Ведь сегодня разделительная линия между человеком и лесом стала как никогда
шире – человек боится леса, не знает трав (хотя многие из них вполне бы
заменили таблетки с аптеки), пугается животных, не умеет использовать то, что
лежит прямо под ногами. А ведь лес, если его знать и понимать, любить и
уважать, способен и лечить и кормить тебя. Нужно только прислушаться,
вглядеться и любить. Поэтому, если со мной в лес идет кто-нибудь из местных, я
не перестаю спрашивать и тыкать пальцем. Тут я заметил, например, что выискать
настоящие названия некоторых растений будет сложно, так как в народе их
называют по-своему, и я думаю, что в каждом крае одно и тоже растение имеет
свое нарицательное имя, и не одно.
(к фото: кустик жень-шеня)
По утрам, я, как и люблю, на свежую голову – рисовал. Рисовать рано утром всегда легче, и всегда
качественнее, потому что с утра мозг ленив, не разгорячен и
больше всего интуитивен. Я достал свои старые холсты, загрунтовал поверх прежних работы, и даже смастерил из
штатива неплохой мольберт. В моей коллекции инструментов добавились новые
мастихины, отличные синтетические кисти, английский краски. И я смело
экспериментировал, продолжая поиски своего собственного пути, который вберет в
себя однажды чувственные (на мой взгляд)
детали чужих техник. Да, сколько еще впереди проб! Масляная живопись –
бесконечный ребус. Сколько нюансов и требований предстоит мне еще учесть, чтобы
однажды я остался довольным, и приступить, как я сегодня это называю, к
свободному творчеству. Многим, быть может покажется удивительным (особенно тем,
кто не связан с масляной живописью), что для живописи – умение именно рисовать
не суть важно. Ну и вправду, что сложного в том, чтобы разделить чертой холст
по горизонту, все что ниже – назвать полем, все что выше небом. Но чтобы
нанести краски так, чтобы все казалось ясным и обращалось к зрителю, чтобы в
мазках угадывались достоверные предметы, чтобы небо дышало зноем, чтобы в
облаках чувствовался покой и безмятежность, а вдали, у самого горизонта, вдруг плыла
хижина у стога сена, и вот-вот виднелся сидящий в тени человек с широкой шляпой
– и все – в одном глубоком, пристальном, насыщенном на густоту мазке – вот где
нужно чутье художника! И тут умение рисовать – второй, третий, десятый план. Перспектива,
на деле не сложна (поле – небо – что сложного?), но как требовательно наше
восприятие, как быстро и бессознательно, как поверхностно и категорично,
тотально, оно распознает ошибки импрессионизма – цвет, тон, единство окружающего.

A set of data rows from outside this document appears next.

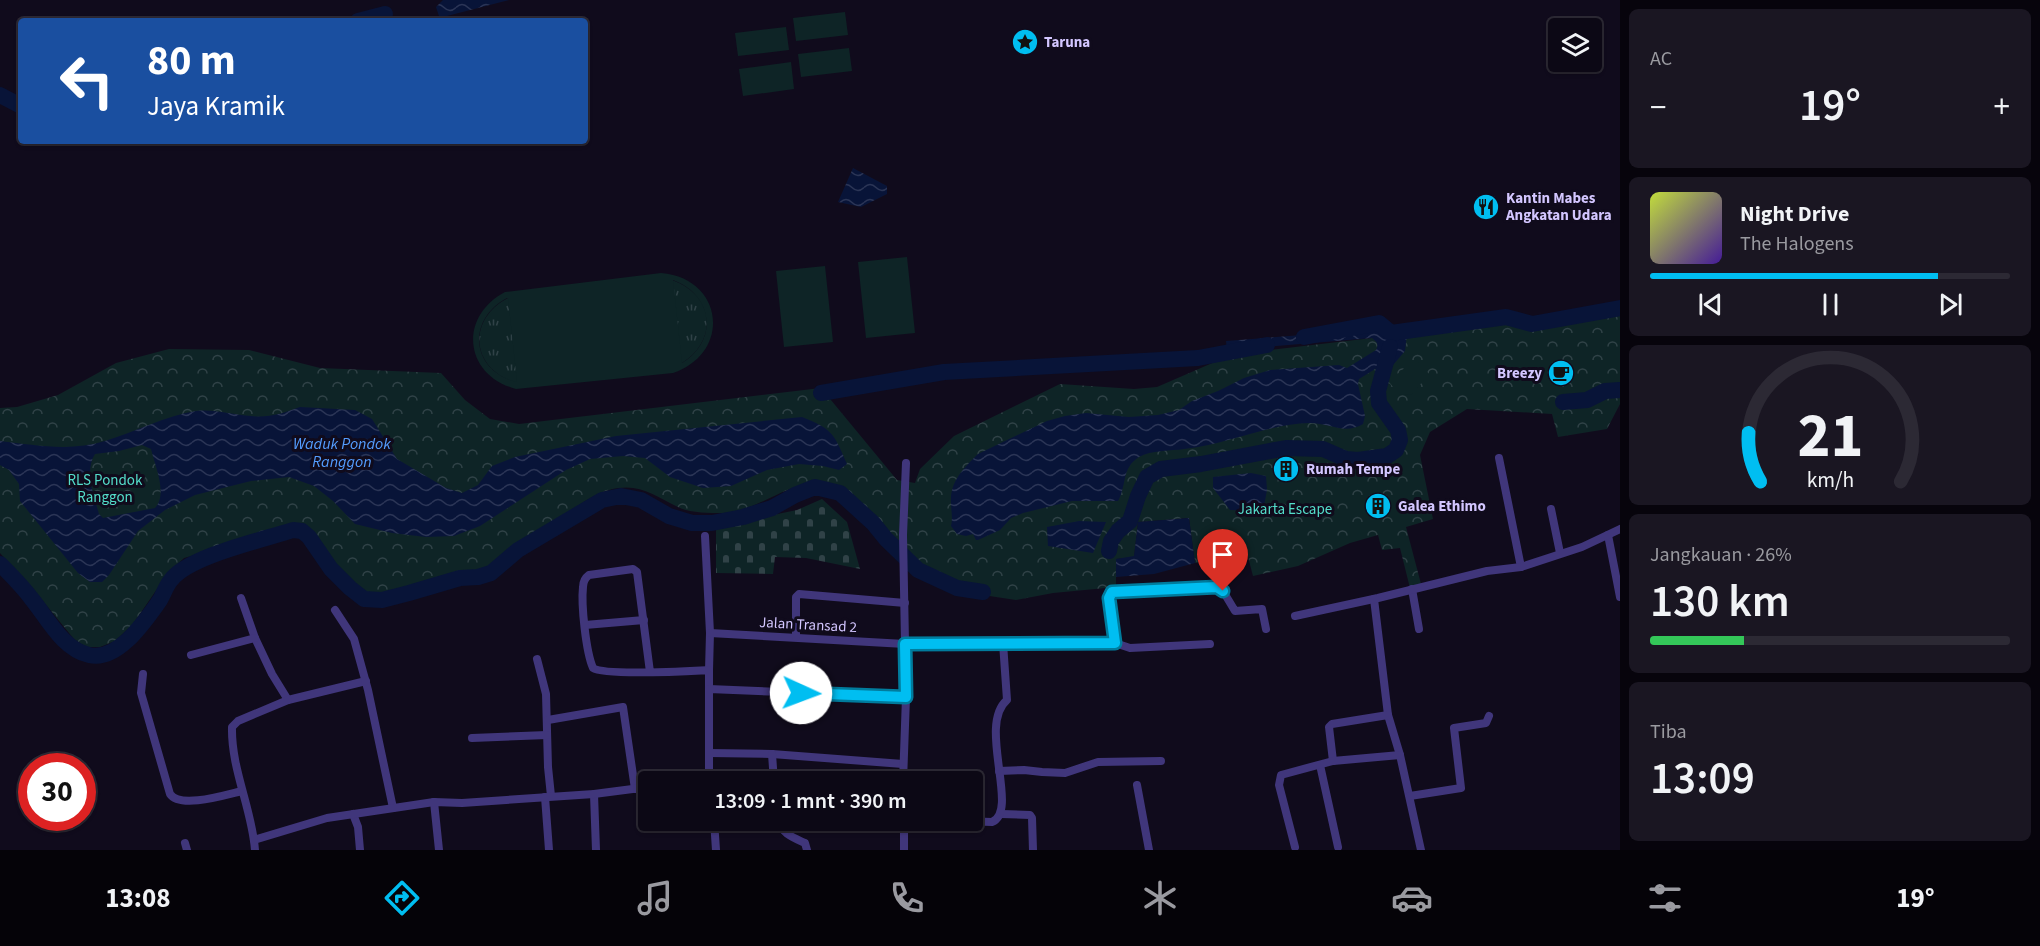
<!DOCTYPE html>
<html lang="id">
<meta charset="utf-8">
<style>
body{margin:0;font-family:"Source Sans 3",sans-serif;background:#1a1622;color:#f1f3f6;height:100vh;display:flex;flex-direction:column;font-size:22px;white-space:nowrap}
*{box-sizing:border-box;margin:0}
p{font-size:20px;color:#9a9aa0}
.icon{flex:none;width:33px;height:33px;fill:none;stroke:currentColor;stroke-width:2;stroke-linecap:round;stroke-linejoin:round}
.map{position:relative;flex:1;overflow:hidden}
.side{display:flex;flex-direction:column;gap:9px;padding:9px;background:#07040c;width:420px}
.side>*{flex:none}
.hud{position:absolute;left:18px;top:18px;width:570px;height:126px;border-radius:6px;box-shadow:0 2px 4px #0004,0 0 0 2px #2c2934;background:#1a4fa0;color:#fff;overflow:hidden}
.buttons{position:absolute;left:1548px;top:18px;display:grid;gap:12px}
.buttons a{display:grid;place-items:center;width:54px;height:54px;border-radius:6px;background:#0c0815;box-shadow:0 2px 4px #0004,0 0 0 2px #2c2934;font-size:30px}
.speed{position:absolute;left:18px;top:753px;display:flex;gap:12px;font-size:30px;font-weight:700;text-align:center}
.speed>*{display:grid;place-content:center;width:78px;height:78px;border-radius:50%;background:#0c0815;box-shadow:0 2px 4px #0004,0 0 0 2px #2c2934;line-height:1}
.speed .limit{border:9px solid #d22;background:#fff;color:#111}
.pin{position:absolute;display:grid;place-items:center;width:51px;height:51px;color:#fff;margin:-62px -26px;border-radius:50% 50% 50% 0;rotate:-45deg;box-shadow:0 0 6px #0007}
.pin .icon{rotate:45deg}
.me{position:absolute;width:66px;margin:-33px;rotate:92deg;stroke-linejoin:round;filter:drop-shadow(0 0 4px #0008)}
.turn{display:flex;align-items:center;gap:21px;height:126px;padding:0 30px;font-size:27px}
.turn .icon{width:78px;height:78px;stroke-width:2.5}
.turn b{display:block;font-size:42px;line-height:51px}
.big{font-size:45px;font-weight:600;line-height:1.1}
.side .widget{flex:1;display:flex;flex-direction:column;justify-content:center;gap:9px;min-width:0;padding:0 21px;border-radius:9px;background:#1a1622}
.side .dial{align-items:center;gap:0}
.dial svg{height:156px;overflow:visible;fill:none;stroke:#2c2934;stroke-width:7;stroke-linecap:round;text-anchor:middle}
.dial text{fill:#f1f3f6;stroke:none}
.song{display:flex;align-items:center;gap:18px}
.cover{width:72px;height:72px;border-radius:9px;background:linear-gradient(135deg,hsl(70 70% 55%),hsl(260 70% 35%))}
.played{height:6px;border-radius:3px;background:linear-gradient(90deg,#00bef1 80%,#2c2934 80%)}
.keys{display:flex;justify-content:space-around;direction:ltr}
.heat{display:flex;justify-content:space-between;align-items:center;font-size:33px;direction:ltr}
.charge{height:9px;border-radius:4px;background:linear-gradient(90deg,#34c759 26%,#2c2934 0)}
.trip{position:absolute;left:638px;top:771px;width:345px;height:60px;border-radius:6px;background:#0c0815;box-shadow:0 2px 4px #0004,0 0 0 2px #2c2934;font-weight:600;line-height:60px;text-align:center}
.tabs{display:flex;height:96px;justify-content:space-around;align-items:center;background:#050308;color:#9a9aa0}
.tabs .icon{width:42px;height:42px}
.tabs .on{color:#00bef1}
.tabs b{font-size:27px;color:#f1f3f6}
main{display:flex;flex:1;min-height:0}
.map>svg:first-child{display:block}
</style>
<main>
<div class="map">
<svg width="1620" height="850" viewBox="0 0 1620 850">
<defs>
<pattern id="grass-tufts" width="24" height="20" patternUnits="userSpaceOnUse" patternTransform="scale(1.5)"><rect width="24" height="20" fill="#0e2426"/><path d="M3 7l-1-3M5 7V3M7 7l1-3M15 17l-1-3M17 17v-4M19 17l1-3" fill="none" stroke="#304247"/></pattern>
<pattern id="forest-crowns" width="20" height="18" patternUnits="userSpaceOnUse" patternTransform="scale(1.5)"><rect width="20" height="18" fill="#0e2426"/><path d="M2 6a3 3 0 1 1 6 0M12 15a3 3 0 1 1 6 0" fill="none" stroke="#304247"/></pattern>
<pattern id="cemetery-stones" width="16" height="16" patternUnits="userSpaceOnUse" patternTransform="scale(1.5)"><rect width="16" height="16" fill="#0e2426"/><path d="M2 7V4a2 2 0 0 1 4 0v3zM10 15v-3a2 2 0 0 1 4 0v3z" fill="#304247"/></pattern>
<pattern id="water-waves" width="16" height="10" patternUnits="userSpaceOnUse" patternTransform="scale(1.5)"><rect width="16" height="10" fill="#081438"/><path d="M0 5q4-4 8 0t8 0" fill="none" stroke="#2b3556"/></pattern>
</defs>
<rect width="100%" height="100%" fill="#100b1c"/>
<path fill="url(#grass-tufts)" d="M672,280c42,15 47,59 10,83l-165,20c-46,-13 -51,-63 -9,-85z"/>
<path fill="url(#forest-crowns)" d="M1620,308v96l-13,25 -49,8 -6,-23 -85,-5 -37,23 -10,23 13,64 -27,8 15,57 -11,4 -10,-40 -18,2 -4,-15 -28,8 -52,23 -45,10 -6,-23 -52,10 -6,-45 -51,4 -4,35 -18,2v28l-63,6 -37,7 -33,-5v-8l-32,-4 -30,-16 -81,-79c-46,-18 -74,23 -117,25 -14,0 -33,0 -45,-6 -25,-12 -39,-25 -69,-17 -19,5 -35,19 -50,30 -23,16 -45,32 -67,48l-9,4 -28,2 -73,21 -17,-1 -13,-10 -28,-30 -11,-19 -10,-8h-12l-107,31 -16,15 -35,51 -18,17 -15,6h-14l-12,-8 -41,-50 -33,-36v-145l17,-1 41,-12 58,-32 53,-14 80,1 71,18 121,5 24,27 25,19 29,5 302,-36 76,92 18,3 5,-14 34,-33 106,-52 74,5 23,-2 60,-26 27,-8 162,-19 9,-4 21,-4z"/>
<polygon fill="url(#cemetery-stones)" points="822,499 847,522 860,569 806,558 775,557 773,574 716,573 716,527 797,510"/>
<g fill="#0e2426" fill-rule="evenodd">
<polygon points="845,12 848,35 796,41 793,18"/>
<polygon points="786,27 789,50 738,56 735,33"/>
<polygon points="849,48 852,71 801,77 798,54"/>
<polygon points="791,62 794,89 743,96 739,69"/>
<polygon points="907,257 915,333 866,338 858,262"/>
<polygon points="825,266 833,342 784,347 776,271"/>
<path d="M661,273c63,5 71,80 12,100l-157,16c-52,-14 -58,-72 -11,-97zM673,280c40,15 46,60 9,83zM507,298h1l9,84c-46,-11 -51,-62 -10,-84z"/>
<polygon points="1411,362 1418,362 1429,374 1412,394 1400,395 1389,382"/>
</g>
<g fill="url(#water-waves)" fill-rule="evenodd">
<polygon points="443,0 509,0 443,17 439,16 436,7"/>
<polygon points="853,168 887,186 887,194 861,207 838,202"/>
<path d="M1435,321l1,5 -21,4 -8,4 -2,17 -17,20 -8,-5 -21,13 -1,5 7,32 -2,8c-18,11 -34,-1 -53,-1 -43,1 -84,22 -126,26 -13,2 -33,1 -45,8 -18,11 -12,29 -21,44h-46l-49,12 -12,5 -11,12 -22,10h-2l-3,-6 -7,2 -9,-2 -6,-8c2,-9 0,-15 0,-24 -1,-21 13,-34 27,-48l69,-33 18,-5 21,-3 43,4 29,-2 21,-5 13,-9 26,-10 26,-13 26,-8 69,-5 8,3 29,-18c3,-6 1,-8 -4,-12l-145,12 -1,-9 153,-12z"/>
<path d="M300,407l55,3 17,9 25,40 49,29 16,5 16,-8 14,-19 23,-9 101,-21 186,-19c31,12 32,17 45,47l-8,6 -16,-4 -24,-2 -32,6 -36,16 -28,2 -33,-11 -25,-19 -22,-2 -33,3 -24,11 -86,56 -26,10 -28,1 -34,-4 -37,-9 -22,-23 -19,-15 -25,-9 -38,4 -56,14 -30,15 -27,21 -29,44 -7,7h-12l-12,-9 -58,-72 -1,-17 -10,-14 -9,-5v-24c35,4 70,11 105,0 30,-9 60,-25 91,-30 19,-2 37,4 55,5 18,2 33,-3 49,-9zM142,445l9,4c4,17 17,45 4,59l-52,10 -4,-4c-5,-18 -15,-43 -4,-60l24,-3z"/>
<polygon points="1251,473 1266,476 1267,490 1263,511 1230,510 1213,488 1213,477"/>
<polygon points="1189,518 1195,563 1154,574 1116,577 1116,559 1134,556 1138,522"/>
<polygon points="1079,521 1106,522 1093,553 1048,546 1047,527"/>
</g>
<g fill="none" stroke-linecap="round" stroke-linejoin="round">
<g stroke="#081438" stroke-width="16">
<polyline points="358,21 385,14"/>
<polyline points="0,95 21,106"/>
<polyline points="1304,337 1379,323 1391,333 1506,317 1532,324 1620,308"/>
<polyline points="821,393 944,372 1198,358 1267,345"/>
<polyline points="1563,402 1587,400 1605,391 1620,390"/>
<polyline points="1109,551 1111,541 1118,531 1130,521 1138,496 1147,477 1161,469 1201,464 1286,448 1323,449 1346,459 1358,460 1387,456 1396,450 1400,440 1398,430 1379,403 1378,391 1390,347"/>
<path d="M0,564c11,11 22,22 31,34 16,19 31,51 58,57 29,7 56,-34 71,-55 4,-7 6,-14 11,-20 18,-24 92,-40 122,-50l9,1 7,6 22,32 19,19 14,11 18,1 27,-7 51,-15 18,-1 13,-4 27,-23 84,-50 19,-4 20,4 28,16 23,7h20l31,-6 29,-9 23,-13 20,-8 25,6 33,30 13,16 32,31 39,18 26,4"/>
</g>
<g stroke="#40367b" stroke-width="8">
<polyline points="1499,458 1521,567"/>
<polyline points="1551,509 1560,553"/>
<polyline points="1608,535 1620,597"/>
<polyline points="705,536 710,633 709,670"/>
<polyline points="1412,589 1419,629"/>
<polyline points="241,598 255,638 272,674 288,700 366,681"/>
<polyline points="1374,599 1388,715 1400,755 1421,850"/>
<polyline points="335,610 354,639 368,690 393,808"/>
<polyline points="1295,616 1378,598 1487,571 1521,567 1582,547 1620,529"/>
<polyline points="585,625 644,620"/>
<polyline points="710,633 905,644 1115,643 1130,648 1210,644"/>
<polyline points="796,637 796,597 799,594 905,603"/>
<polyline points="1115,643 1109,598 1110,594 1115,591 1217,587 1223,591 1235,611 1262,609 1266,629"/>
<polyline points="191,655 255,638"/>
<polyline points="537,659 546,694 548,767 551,796"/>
<path d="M650,672l-13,-100 -4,-3 -44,6c-4,3 -6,6 -6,12 -2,18 3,65 10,81 12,8 97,3 116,2v19"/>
<path d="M143,674l-2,19 29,101c10,15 55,1 72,-3"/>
<polyline points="548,720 623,707 635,789"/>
<polyline points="472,738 547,735"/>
<polyline points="709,753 772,754 903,764"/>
<polyline points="772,754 774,782"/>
<polyline points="1333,761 1329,727 1332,724 1388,715"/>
<polyline points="1320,765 1338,847"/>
<polyline points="999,771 1024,770 1042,772 1065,773 1098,762 1161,761"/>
<polyline points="677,782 709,774 709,689 906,697"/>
<polyline points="903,782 906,697 903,535 906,463"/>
<polyline points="1137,785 1149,850"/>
<polyline points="594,794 596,850"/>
<polyline points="1410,796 1461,788 1454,728 1486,723 1489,716"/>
<polyline points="545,797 549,850"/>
<polyline points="434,802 439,850"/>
<polyline points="353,814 358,827 360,850"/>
<polyline points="1001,814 1030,815 1032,818 1033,850"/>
<polyline points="714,820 716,850"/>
<path d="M779,820c2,14 15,18 26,23l2,7"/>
<polyline points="904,820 904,850"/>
<path d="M934,820l58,2c28,-11 -15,-97 15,-122l-4,-57"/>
<polyline points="254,840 327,818 434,802 462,803 594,794 648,787"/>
<polyline points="185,843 187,850"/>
<polyline points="1295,847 1279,785 1281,775 1333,761 1400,755"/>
<path d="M255,850c-3,-41 -24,-81 -23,-123l6,-6 50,-21"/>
</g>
</g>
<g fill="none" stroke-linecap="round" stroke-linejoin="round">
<g stroke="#007c9d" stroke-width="15">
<polyline id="route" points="801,693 906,697 905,644 1115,643 1109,598 1112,592 1217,587 1223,591"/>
</g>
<use href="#route" stroke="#00bef1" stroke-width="10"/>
</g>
<defs>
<g id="sight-disc" transform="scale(1.35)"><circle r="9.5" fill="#00bef1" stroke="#100b1c"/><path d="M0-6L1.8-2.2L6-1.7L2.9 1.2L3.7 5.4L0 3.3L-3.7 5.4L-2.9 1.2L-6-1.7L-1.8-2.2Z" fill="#111"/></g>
<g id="restaurant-disc" transform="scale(1.35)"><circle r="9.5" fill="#00bef1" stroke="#100b1c"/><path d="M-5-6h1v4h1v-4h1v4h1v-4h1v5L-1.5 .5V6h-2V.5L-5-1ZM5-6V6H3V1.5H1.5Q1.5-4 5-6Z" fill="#111"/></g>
<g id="cafe-disc" transform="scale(1.35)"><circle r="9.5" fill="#00bef1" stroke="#100b1c"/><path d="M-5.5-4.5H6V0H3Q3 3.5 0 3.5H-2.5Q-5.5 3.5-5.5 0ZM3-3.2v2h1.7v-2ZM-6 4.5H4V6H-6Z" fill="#111"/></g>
<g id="building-disc" transform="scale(1.35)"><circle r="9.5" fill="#00bef1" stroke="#100b1c"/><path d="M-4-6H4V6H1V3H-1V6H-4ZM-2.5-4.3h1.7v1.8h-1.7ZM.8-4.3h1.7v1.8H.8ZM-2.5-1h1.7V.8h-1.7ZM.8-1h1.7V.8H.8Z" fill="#111"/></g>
</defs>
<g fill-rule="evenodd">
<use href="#sight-disc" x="1025" y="42"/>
<use href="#restaurant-disc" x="1486" y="207"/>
<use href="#cafe-disc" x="1561" y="373"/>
<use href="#building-disc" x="1286" y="469"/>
<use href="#building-disc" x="1378" y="506"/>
</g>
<g text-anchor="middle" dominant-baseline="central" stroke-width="6" stroke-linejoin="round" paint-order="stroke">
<g font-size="15" font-weight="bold" fill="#d3c6ff" stroke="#100b1c" text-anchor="start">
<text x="1044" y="42">Taruna</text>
<text x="1506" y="198">Kantin Mabes<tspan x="1506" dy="17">Angkatan Udara</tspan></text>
<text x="1542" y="373" text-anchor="end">Breezy</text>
<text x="1306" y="469">Rumah Tempe</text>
<text x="1398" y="506">Galea Ethimo</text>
</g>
<g font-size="15" fill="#54ddca" stroke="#100b1c">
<text x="105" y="480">RLS Pondok<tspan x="105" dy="17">Ranggon</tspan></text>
<text x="1285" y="509">Jakarta Escape</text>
</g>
<g font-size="15" fill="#d3c6ff" stroke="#100b1c">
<text transform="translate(808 625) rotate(3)">Jalan Transad 2</text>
</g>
<g font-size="16" font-style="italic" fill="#549dff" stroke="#100b1c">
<text x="342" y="444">Waduk Pondok<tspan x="342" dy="18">Ranggon</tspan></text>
</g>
</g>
</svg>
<div class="buttons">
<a><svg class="icon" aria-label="layers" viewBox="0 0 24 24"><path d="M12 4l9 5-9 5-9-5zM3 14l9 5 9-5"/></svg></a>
</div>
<div class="speed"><div class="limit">30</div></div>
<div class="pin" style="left:1223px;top:591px;background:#d93025"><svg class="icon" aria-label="arrive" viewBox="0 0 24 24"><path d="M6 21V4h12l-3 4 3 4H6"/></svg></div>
<svg class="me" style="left:801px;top:693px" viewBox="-20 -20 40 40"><circle r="19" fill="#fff"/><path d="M0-13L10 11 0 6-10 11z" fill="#00bef1"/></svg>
<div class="trip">13:09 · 1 mnt · 390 m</div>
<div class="hud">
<div class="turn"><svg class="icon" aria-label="left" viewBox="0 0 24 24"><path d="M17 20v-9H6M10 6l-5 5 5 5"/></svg><div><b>80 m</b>Jaya Kramik</div></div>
</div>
</div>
<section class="side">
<div class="widget"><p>AC</p>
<div class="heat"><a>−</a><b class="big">19°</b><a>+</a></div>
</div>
<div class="widget">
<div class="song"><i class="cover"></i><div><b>Night Drive</b><p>The Halogens</p></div></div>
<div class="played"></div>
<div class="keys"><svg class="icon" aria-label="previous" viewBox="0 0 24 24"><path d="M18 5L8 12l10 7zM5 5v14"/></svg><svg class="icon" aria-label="pause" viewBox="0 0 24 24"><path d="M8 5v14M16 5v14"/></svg><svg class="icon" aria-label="next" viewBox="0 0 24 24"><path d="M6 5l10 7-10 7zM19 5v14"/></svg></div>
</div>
<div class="widget dial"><svg viewBox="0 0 100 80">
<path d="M14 69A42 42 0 1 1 86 69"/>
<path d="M14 69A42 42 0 0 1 8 44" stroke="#00bef1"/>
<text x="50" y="56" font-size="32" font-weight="700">21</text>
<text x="50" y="72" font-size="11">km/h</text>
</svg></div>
<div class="widget"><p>Jangkauan · 26%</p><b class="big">130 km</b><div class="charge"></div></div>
<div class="widget"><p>Tiba</p><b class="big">13:09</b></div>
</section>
</main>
<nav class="tabs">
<b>13:08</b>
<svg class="icon on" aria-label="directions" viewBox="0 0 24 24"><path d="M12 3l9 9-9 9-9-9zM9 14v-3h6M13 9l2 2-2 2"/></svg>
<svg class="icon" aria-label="music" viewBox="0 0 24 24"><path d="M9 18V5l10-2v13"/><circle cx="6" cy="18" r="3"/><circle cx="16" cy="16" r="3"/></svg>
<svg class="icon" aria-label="phone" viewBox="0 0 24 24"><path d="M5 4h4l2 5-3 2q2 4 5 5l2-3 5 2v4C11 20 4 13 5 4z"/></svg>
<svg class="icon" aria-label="climate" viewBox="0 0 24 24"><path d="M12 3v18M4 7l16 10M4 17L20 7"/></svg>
<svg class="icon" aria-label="car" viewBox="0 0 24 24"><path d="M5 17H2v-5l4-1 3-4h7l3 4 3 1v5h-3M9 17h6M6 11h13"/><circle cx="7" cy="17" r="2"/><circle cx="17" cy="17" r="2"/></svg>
<svg class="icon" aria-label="filters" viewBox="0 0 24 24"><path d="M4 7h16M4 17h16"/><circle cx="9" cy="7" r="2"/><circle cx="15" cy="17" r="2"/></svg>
<b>19°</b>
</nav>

И среди тысяч тонов и оттенков, неверный, сразу же бросится в глаза и вереницей
потянет за собой все окружающее пространство, словно в этом месте кто-то порвал
холст. И по этой причине, я вижу главное – все должно быть вырождено из единого
цветового пространства. И как бы не казалась эта задача легка, когда берешь в
руки масло, и укладываешь его струпьями на холст, сразу проявляется вся та
неуверенность, вся эта вымученность, от которой пока не избавишься, не получишь
того самого эффекта легкости, чувства «одного мазка», что воспринимается
зрителем ранее, чем сам сюжет, который еще стоит разгадать и оценить. И этой
задаче я посвящаю уже не один год, - но лишь наметились отдельные черты,
которые рано или поздно нужно уметь воссоздавать полностью, в едином звучании.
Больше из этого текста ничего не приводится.